**Exercise description:** Apart from the images, repeat the data below exactly as written.

•••

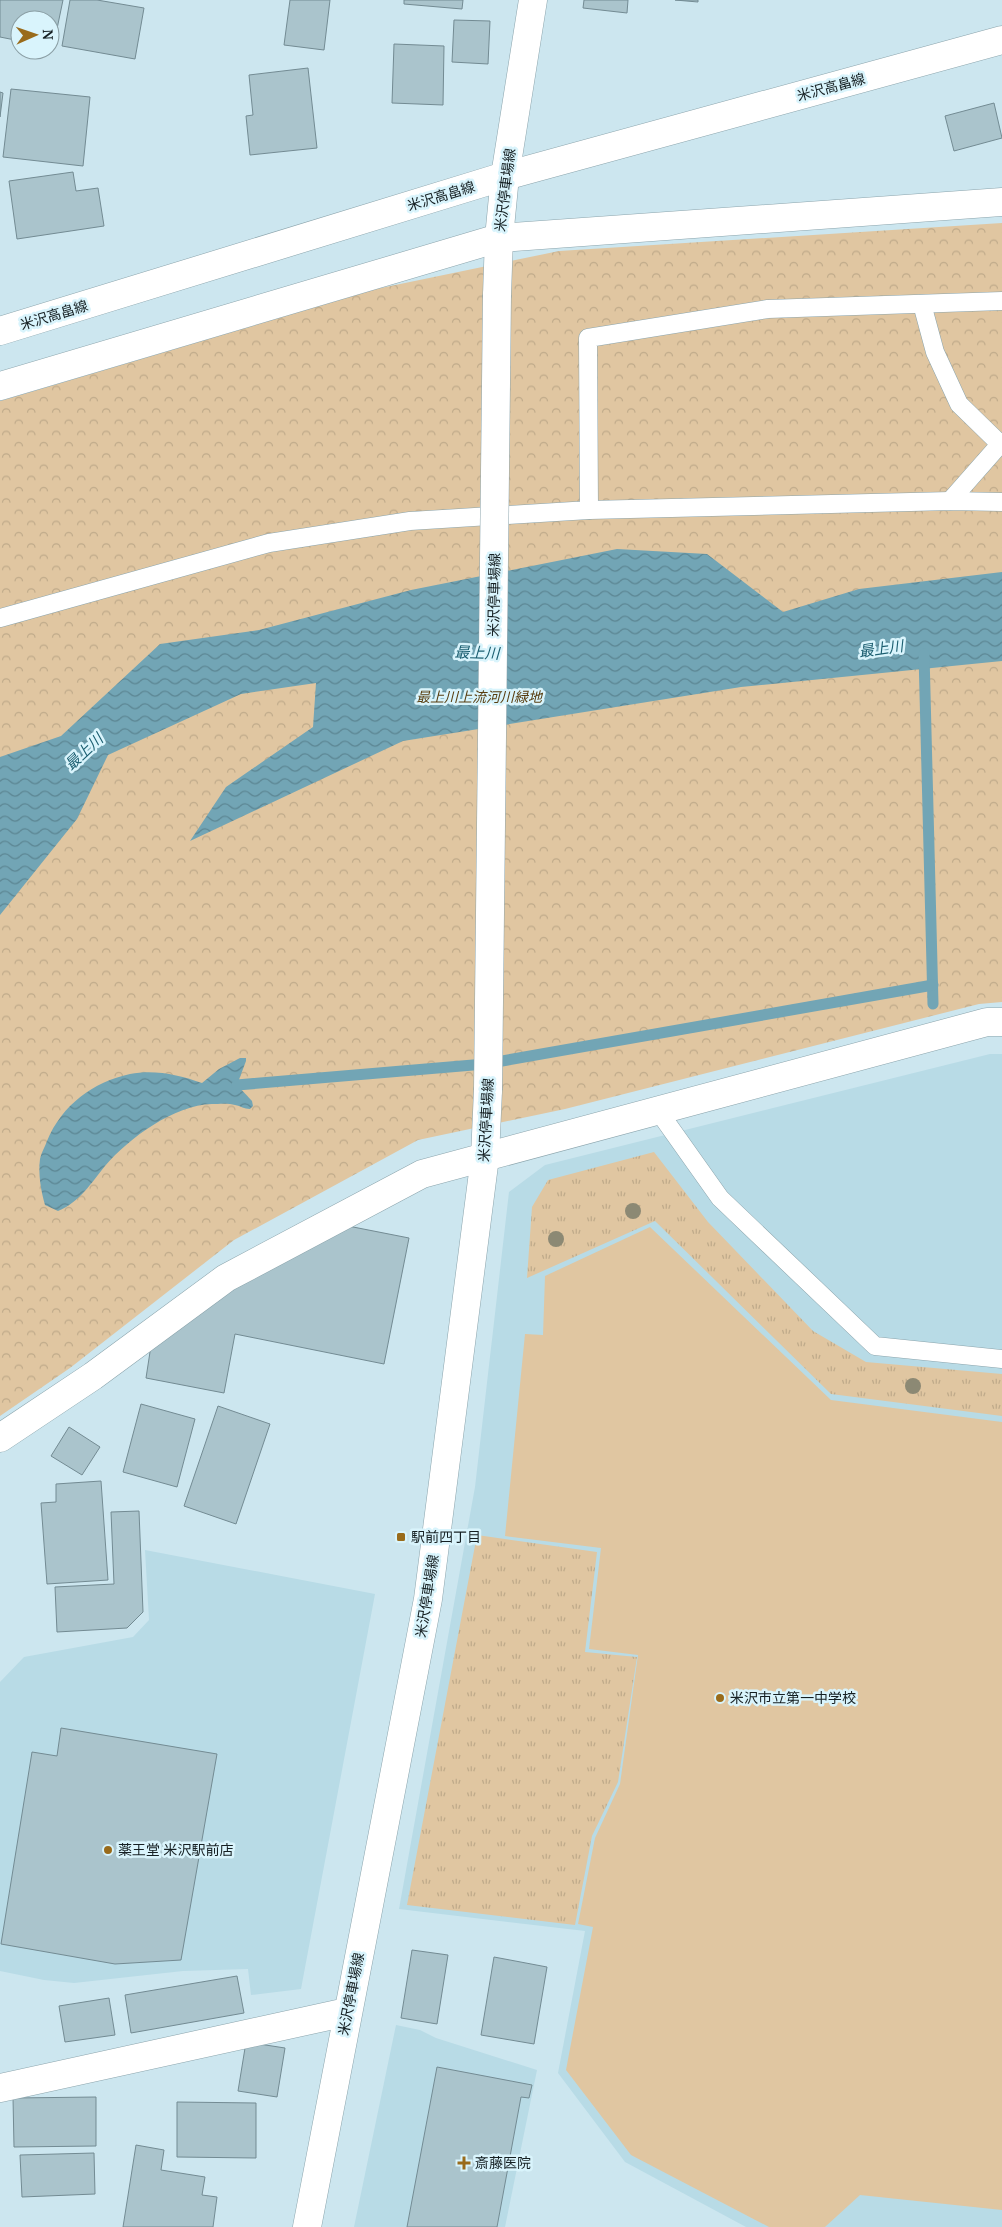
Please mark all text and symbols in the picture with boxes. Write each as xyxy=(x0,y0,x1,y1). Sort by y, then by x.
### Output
north arrow xyxy=(10,10,60,60)
text: N xyxy=(39,29,58,41)
street label: 米沢高畠線 xyxy=(795,68,867,105)
street label: 米沢停車場線 xyxy=(490,147,519,233)
street label: 米沢高畠線 xyxy=(405,176,477,215)
street label: 米沢高畠線 xyxy=(18,295,90,334)
street label: 米沢停車場線 xyxy=(483,553,504,637)
water label: 最上川 xyxy=(857,635,907,661)
water label: 最上川 xyxy=(454,641,502,663)
park label: 最上川上流河川緑地 xyxy=(416,687,544,706)
water label: 最上川 xyxy=(60,727,108,774)
street label: 米沢停車場線 xyxy=(474,1078,497,1162)
place label: 駅前四丁目 xyxy=(411,1527,481,1546)
marker: 駅前四丁目 xyxy=(395,1531,407,1543)
street label: 米沢停車場線 xyxy=(411,1553,442,1639)
place label: 米沢市立第一中学校 xyxy=(730,1688,856,1707)
marker: 米沢市立第一中学校 xyxy=(714,1692,726,1704)
place label: 薬王堂 米沢駅前店 xyxy=(118,1840,233,1859)
marker: 薬王堂 米沢駅前店 xyxy=(102,1844,114,1856)
street label: 米沢停車場線 xyxy=(333,1951,368,2037)
place label: 斎藤医院 xyxy=(475,2153,531,2172)
marker: 斎藤医院 xyxy=(457,2156,471,2170)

•••

**Your solution:**
Please mark all text and symbols in the picture with boxes. Write each as xyxy=(x0,y0,x1,y1). Sort by y, then by x.
### Output
north arrow xyxy=(10,10,60,60)
text: N xyxy=(39,29,58,41)
street label: 米沢高畠線 xyxy=(795,68,867,105)
street label: 米沢停車場線 xyxy=(490,147,519,233)
street label: 米沢高畠線 xyxy=(405,176,477,215)
street label: 米沢高畠線 xyxy=(18,295,90,334)
street label: 米沢停車場線 xyxy=(483,553,504,637)
water label: 最上川 xyxy=(857,635,907,661)
water label: 最上川 xyxy=(454,641,502,663)
park label: 最上川上流河川緑地 xyxy=(416,687,544,706)
water label: 最上川 xyxy=(60,727,108,774)
street label: 米沢停車場線 xyxy=(474,1078,497,1162)
place label: 駅前四丁目 xyxy=(411,1527,481,1546)
marker: 駅前四丁目 xyxy=(395,1531,407,1543)
street label: 米沢停車場線 xyxy=(411,1553,442,1639)
place label: 米沢市立第一中学校 xyxy=(730,1688,856,1707)
marker: 米沢市立第一中学校 xyxy=(714,1692,726,1704)
place label: 薬王堂 米沢駅前店 xyxy=(118,1840,233,1859)
marker: 薬王堂 米沢駅前店 xyxy=(102,1844,114,1856)
street label: 米沢停車場線 xyxy=(333,1951,368,2037)
place label: 斎藤医院 xyxy=(475,2153,531,2172)
marker: 斎藤医院 xyxy=(457,2156,471,2170)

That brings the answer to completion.